* _WHAT THE TASK ASKS_
In your copy, leave out all pictures and reproduce every entry exactly.

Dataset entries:
((

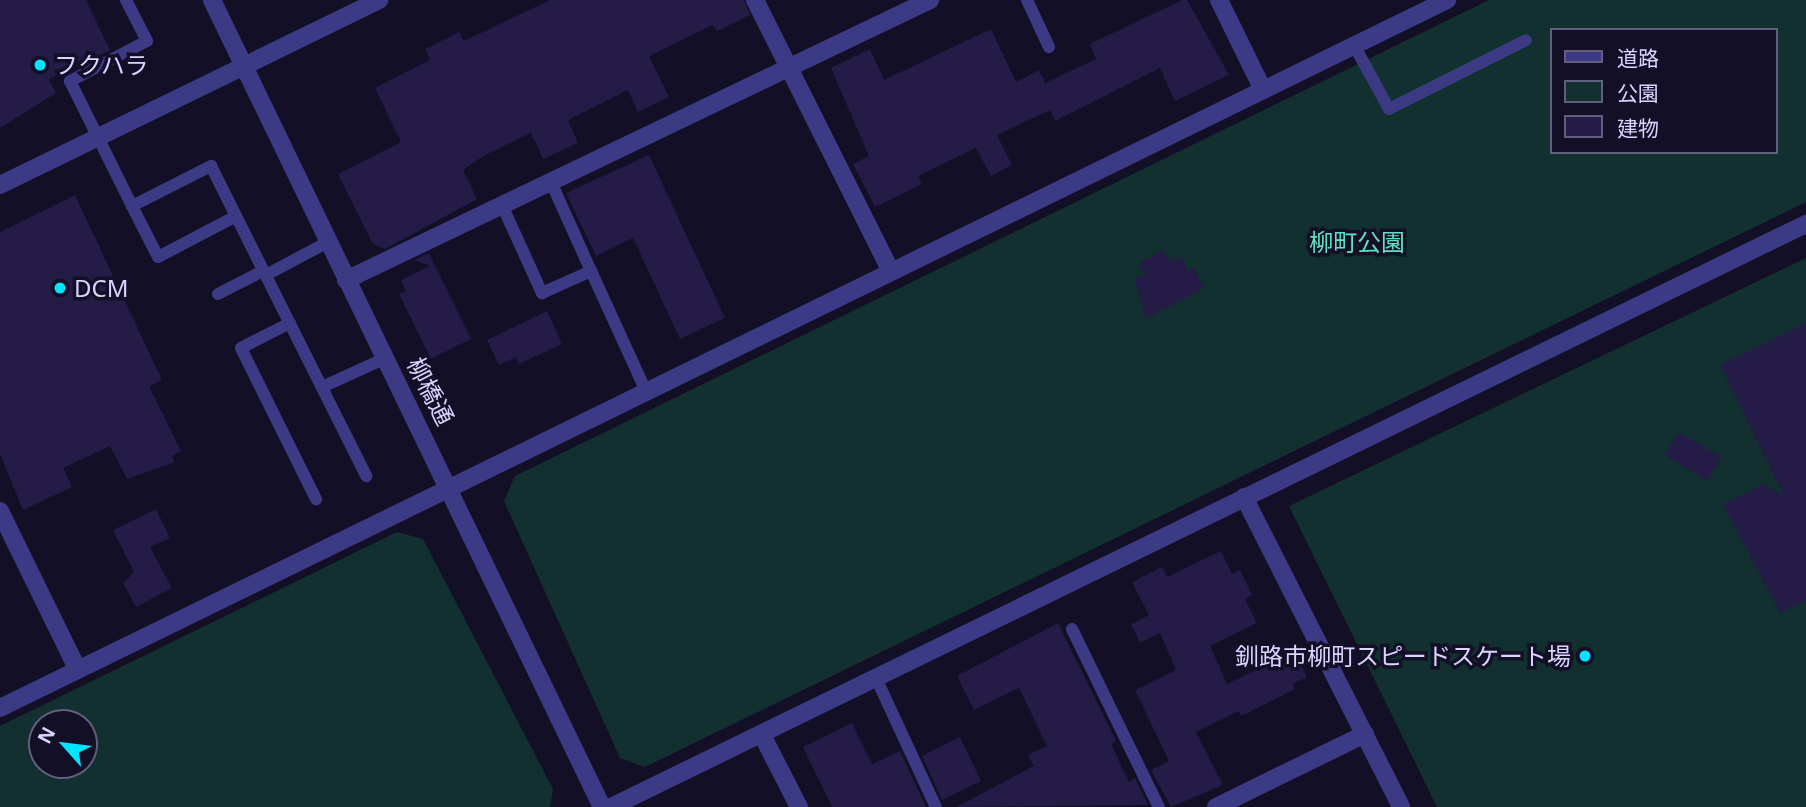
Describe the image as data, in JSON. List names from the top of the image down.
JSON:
{
  "streets": {
    "street": ["柳橋通"]
  },
  "parks": ["柳町公園"],
  "places": ["フクハラ", "DCM", "釧路市柳町スピードスケート場"],
  "legend": ["道路", "公園", "建物"],
  "north": "top left"
}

))

* _ANSWER_
Describe the image as data, in JSON. List names from the top of the image down.
JSON:
{
  "streets": {
    "street": ["柳橋通"]
  },
  "parks": ["柳町公園"],
  "places": ["フクハラ", "DCM", "釧路市柳町スピードスケート場"],
  "legend": ["道路", "公園", "建物"],
  "north": "top left"
}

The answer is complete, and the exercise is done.